Huffing by the time she reached the third floor, the woman slowed her pace but not her dialogue. “She never brought no boys around, but she was a favorite. Everyone was always sayin’ hi to her. And she helped anyone who needed it. Once, Bert Thompson couldn’t get his fancy smartphone to work and she helped him. Sweetest thang, that girl.”

Nuala traded knowing looks with Annie and Téya. That was Jessie all right. But it pained, twisted her insides, to think of her being gunned down in an alley.

“A’right,” Mrs. Higginbotham said, unlocking the door and passing the key to Dan. “There ya go. Be real kind and bring that down to me so an old woman doesn’t have to walk three flights of stairs again?”

Dan gave his agreement as Zulu entered the apartment.

Nuala was first in.

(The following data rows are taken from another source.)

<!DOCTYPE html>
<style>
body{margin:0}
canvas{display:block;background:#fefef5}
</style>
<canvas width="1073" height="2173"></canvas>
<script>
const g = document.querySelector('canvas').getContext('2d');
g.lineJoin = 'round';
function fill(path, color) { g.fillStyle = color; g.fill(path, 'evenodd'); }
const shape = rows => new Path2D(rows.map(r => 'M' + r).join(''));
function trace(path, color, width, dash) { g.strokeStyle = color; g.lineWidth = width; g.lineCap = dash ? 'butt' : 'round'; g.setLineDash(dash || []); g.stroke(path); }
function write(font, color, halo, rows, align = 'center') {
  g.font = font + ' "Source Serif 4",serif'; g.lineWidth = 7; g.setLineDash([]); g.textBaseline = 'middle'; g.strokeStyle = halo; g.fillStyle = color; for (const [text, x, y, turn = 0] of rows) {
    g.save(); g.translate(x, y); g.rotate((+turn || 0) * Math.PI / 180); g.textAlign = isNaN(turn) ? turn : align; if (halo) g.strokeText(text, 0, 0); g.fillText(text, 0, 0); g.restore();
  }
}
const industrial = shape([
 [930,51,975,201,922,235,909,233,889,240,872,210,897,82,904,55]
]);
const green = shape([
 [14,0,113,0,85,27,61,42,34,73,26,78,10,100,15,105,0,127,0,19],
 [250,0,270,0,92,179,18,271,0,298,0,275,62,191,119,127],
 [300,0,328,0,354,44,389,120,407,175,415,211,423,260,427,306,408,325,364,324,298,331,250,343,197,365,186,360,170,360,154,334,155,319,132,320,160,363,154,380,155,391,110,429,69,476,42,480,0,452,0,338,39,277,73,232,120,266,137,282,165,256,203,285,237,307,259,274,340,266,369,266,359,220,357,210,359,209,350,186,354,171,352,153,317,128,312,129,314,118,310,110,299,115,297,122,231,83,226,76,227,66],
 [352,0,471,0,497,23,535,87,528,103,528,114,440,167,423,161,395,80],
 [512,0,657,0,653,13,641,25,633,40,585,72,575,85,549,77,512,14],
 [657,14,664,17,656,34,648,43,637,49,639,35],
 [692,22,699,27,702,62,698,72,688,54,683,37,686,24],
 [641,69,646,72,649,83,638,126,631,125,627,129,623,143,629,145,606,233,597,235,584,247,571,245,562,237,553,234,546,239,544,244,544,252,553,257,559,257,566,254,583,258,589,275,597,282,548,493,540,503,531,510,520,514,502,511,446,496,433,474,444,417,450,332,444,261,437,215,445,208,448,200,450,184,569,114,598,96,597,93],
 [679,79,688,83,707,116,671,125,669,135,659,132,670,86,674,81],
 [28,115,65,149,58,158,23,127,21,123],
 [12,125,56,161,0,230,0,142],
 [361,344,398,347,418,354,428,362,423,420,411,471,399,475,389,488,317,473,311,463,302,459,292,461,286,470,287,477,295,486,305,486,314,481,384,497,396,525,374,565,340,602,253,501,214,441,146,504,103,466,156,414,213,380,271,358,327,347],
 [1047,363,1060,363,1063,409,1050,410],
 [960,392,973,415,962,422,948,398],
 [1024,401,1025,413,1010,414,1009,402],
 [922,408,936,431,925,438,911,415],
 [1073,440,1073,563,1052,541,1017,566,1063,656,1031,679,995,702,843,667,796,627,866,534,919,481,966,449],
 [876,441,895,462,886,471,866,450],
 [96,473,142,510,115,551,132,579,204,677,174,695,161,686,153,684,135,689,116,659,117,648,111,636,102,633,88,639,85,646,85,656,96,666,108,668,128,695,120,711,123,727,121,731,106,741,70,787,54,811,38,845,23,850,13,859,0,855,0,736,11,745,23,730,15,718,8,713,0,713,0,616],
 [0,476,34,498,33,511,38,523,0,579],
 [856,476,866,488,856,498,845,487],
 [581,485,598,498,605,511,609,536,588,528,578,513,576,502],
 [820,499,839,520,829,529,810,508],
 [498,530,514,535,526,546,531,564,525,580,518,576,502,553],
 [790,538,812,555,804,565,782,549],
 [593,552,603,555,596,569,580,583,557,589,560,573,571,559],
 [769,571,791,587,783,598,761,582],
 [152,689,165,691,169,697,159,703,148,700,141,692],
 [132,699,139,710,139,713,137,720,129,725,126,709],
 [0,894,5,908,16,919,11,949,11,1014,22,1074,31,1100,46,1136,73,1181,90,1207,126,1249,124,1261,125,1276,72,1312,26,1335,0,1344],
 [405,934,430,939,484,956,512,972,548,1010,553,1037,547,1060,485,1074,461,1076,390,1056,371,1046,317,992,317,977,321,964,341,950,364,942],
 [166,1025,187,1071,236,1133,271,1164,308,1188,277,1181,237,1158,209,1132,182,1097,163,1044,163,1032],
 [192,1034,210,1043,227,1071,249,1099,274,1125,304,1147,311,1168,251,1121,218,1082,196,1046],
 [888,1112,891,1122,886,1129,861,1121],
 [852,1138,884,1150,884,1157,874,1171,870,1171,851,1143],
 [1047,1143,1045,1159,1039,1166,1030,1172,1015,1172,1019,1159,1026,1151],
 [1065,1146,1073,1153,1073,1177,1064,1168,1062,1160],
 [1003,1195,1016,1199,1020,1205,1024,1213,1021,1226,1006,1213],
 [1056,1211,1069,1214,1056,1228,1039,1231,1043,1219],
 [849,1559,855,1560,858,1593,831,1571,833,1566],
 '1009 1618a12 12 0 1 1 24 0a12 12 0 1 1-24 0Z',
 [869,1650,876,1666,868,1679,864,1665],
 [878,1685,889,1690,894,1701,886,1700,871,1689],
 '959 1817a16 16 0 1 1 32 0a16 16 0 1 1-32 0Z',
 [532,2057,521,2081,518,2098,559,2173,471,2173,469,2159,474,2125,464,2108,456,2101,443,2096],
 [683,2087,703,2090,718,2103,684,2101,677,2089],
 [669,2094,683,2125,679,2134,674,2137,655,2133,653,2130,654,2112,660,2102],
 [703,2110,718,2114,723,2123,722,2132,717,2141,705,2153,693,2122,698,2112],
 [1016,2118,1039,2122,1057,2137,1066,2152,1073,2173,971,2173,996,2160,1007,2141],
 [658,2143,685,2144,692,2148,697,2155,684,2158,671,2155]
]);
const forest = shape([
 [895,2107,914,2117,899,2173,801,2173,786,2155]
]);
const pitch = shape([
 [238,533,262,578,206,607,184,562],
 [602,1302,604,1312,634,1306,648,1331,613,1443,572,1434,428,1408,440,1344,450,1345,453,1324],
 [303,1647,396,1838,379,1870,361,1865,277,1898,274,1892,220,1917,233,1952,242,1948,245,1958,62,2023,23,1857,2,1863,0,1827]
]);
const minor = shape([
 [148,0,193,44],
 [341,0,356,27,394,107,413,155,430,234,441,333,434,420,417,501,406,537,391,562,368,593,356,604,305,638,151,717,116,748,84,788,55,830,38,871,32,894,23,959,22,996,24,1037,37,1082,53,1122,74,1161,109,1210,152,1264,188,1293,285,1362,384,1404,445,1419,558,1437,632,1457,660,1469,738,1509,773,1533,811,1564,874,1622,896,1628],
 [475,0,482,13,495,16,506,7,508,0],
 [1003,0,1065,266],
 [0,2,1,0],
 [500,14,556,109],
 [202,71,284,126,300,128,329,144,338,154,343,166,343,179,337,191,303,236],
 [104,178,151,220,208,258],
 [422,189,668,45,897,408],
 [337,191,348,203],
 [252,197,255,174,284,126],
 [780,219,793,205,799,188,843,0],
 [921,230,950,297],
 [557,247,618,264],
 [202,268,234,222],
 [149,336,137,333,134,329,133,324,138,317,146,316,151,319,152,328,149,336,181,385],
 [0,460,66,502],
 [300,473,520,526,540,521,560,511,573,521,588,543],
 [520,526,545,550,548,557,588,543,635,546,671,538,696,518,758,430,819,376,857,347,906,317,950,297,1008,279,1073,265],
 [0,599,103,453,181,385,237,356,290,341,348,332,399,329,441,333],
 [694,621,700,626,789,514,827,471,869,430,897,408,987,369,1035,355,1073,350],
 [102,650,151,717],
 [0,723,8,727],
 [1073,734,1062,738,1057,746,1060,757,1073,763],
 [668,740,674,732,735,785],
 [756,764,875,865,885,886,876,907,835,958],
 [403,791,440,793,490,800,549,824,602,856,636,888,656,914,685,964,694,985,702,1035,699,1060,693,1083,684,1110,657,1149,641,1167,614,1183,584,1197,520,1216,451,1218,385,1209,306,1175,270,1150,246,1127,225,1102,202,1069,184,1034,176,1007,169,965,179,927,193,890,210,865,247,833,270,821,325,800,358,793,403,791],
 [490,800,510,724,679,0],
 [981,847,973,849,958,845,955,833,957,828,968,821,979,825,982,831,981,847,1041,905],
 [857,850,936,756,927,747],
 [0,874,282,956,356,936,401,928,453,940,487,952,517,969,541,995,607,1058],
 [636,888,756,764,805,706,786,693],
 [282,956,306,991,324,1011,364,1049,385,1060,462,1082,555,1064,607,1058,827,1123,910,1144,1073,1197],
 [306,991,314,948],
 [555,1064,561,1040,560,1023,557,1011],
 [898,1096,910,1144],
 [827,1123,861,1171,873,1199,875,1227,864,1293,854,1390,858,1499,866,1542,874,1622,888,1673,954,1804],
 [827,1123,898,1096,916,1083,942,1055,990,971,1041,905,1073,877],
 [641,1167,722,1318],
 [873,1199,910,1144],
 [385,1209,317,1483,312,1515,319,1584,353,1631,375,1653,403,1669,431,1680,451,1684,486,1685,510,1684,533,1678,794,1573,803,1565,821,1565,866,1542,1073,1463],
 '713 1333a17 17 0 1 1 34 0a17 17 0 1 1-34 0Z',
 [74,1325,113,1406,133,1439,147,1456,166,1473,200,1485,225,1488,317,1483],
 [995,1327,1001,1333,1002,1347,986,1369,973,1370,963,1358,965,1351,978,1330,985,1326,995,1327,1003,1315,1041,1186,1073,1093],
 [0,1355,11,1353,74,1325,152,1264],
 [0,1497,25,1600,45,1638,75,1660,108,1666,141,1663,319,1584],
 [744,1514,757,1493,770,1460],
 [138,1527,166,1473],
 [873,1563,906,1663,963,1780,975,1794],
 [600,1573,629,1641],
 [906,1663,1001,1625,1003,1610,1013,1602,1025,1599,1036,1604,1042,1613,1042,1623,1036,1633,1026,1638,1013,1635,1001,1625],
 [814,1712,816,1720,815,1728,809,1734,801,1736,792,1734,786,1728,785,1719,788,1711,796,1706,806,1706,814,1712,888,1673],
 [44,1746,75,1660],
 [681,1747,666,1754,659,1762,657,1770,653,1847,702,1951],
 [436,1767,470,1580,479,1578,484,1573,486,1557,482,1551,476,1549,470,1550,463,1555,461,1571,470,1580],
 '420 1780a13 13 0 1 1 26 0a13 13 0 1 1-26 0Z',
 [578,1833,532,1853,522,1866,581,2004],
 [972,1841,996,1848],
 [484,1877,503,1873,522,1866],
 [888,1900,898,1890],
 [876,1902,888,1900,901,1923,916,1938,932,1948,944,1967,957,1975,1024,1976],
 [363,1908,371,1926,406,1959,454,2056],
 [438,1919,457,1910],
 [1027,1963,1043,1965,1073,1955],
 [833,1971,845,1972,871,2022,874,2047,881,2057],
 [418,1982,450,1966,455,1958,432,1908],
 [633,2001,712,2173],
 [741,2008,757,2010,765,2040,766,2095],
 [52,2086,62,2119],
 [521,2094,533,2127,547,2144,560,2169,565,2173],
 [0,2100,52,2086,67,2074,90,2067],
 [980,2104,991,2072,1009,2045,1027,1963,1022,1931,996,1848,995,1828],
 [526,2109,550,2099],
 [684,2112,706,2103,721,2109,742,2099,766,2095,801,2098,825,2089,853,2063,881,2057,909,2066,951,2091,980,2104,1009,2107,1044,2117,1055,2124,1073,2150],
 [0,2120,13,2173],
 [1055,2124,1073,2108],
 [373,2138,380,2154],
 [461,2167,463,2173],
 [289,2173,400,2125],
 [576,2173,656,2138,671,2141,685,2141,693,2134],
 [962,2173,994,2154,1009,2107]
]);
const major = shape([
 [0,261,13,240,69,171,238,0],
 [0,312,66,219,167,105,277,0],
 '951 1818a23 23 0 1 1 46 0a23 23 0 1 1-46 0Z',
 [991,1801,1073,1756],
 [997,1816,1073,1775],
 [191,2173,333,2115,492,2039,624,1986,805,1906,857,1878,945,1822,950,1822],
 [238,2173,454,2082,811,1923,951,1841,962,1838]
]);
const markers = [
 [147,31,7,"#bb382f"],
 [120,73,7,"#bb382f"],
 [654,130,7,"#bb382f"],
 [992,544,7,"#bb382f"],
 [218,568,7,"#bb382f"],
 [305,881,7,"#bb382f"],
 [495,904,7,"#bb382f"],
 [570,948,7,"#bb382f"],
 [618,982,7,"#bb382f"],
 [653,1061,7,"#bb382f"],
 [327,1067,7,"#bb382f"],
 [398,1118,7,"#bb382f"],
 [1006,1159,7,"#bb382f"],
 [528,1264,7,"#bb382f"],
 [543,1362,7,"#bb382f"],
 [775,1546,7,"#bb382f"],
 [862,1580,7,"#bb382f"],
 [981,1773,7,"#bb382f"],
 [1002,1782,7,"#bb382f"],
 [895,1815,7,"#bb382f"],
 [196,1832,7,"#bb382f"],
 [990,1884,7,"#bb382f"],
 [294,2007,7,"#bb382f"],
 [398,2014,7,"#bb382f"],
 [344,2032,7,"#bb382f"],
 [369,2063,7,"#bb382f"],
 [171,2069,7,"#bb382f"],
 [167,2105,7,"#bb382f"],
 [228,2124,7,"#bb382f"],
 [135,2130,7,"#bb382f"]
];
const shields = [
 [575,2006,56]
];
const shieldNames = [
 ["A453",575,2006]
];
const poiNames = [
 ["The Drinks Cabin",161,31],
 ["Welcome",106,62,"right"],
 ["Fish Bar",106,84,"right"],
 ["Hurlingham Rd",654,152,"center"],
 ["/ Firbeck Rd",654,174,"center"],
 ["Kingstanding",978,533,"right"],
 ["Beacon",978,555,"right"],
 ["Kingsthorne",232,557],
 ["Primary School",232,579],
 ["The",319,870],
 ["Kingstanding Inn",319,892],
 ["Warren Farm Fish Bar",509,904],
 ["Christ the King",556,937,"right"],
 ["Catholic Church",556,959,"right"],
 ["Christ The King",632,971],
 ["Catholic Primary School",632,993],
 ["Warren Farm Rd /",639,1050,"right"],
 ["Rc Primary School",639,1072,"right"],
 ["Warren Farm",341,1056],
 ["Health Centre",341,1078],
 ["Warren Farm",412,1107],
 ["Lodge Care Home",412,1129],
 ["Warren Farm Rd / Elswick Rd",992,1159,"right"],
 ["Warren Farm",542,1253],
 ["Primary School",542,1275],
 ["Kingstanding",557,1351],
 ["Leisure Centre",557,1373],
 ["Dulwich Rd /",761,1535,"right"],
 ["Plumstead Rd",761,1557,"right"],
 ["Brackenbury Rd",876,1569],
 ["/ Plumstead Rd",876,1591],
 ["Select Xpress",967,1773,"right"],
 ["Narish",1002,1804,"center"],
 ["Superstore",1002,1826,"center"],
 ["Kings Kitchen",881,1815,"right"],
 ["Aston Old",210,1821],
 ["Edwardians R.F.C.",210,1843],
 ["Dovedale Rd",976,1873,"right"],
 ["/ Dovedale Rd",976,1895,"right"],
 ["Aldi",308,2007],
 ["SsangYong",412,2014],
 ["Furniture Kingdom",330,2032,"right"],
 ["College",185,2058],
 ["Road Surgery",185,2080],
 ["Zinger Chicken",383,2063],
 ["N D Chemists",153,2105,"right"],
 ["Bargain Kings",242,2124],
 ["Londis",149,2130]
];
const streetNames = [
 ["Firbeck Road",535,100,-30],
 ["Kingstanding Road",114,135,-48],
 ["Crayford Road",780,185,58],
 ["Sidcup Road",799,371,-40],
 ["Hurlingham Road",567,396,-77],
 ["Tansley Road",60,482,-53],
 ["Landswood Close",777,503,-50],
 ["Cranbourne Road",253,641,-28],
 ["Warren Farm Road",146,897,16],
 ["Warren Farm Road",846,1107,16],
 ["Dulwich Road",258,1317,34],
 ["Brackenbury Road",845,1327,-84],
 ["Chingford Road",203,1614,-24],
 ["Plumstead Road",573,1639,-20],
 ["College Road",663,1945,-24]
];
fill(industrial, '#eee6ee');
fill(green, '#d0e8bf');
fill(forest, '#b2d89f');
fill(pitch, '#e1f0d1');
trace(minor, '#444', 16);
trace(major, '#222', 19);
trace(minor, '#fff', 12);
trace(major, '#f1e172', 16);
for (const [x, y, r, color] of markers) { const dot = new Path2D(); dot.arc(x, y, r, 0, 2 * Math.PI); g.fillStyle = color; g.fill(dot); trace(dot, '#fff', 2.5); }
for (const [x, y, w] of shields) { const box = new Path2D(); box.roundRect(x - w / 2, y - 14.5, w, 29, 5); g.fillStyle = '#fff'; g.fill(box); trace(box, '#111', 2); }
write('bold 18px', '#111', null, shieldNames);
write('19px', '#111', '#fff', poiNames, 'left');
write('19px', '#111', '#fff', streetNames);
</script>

Anticipation of what she’d find met with shock. “It’s ransacked.” She stepped over a scrawny metal lamp and moved toward the futon that had been sliced open, batting bleeding out.

Nuala slid toward the back wall that held a small counter, sink, and a two-burner stove. A microwave sat on the counter. Nuala recoiled when she saw something black skitter out of sight.

“Not exactly the Hilton.” Dan Baker stood behind her, a hand resting on her shoulder to steady her. “Take it you don’t have to live with those things.”

“Not in peace anyway,” she said.

He laughed then turned to the apartment. “Looks like someone beat us to it. When I was here the night she was killed, the place was messy, but not like this.”

“I’m not seeing anything,” Houston said as he looked around. “No cables, no Internet lines.”

Nuala walked the seven-hundred-foot efficiency, careful to avoid touching anything. Though the grime and disarray lingered, so did evidence of the strong woman she’d known. Jessie had a thing for all things Africa, so the tribal mask, the carved giraffe, bespoke the soldier who’d felt she was fighting for freedom.